Cell Survival Depends on Extracellular Signals
- Cells require survival factors to avoid apoptosis.
- Neurotrophin trophic factors provide survival signals for neurons.
- Experiment:
- Wild-type mice express NGF (nerve growth factor) and neurotrophin-3 (NT-3).
- Knockout mice without NGF or its TrkA receptor lack nociceptive neurons.
- Mice without NT-3 or its TrkC receptor lack proprioceptive neurons.
Apoptosis is Mediated by a Caspase Cascade
- An apoptotic signal triggers the assembly of an adaptor-protein complex, which recruits further monomers that dimerise, activating each other.
- Initiator caspases (8 and 9) cleave and activate executor caspases (3, 6, and 7), which coordinate the apoptosis program.
- Executor caspases cleave multiple targets, including:
- Nuclear lamin (by caspase 6).
- Phospholipid transfer proteins, resulting in the exposure of phosphatidylserine (“eat me” signal).
- Caspases have a cysteine at their active site and cleave at aspartic acid sites.
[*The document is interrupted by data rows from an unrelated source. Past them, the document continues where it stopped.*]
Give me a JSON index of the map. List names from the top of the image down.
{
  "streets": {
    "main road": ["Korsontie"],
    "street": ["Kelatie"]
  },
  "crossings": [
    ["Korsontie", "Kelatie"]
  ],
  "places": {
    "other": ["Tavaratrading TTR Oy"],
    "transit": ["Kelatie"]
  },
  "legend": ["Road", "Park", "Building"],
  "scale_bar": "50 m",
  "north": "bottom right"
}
- They exist as inactive soluble monomers in the cytosol.
Apoptosis Acts via the Intrinsic or Extrinsic Pathways
- Two main activation pathways activate initiator caspases:
- Extrinsic pathway: signaled from outside the cell by death receptors (e.g., TNF family) activated by Fas ligands.
- Intrinsic (mitochondrial) pathway: signaled from mitochondria inside the cell.
- The extrinsic pathway may need to recruit the intrinsic pathway to overcome caspase inhibitors.
The Extrinsic Pathway
- Tumor necrosis factor (TNF) interacts with cells through TNF receptors (Fas death receptors), which are homotrimeric and bind trimeric Fas ligands.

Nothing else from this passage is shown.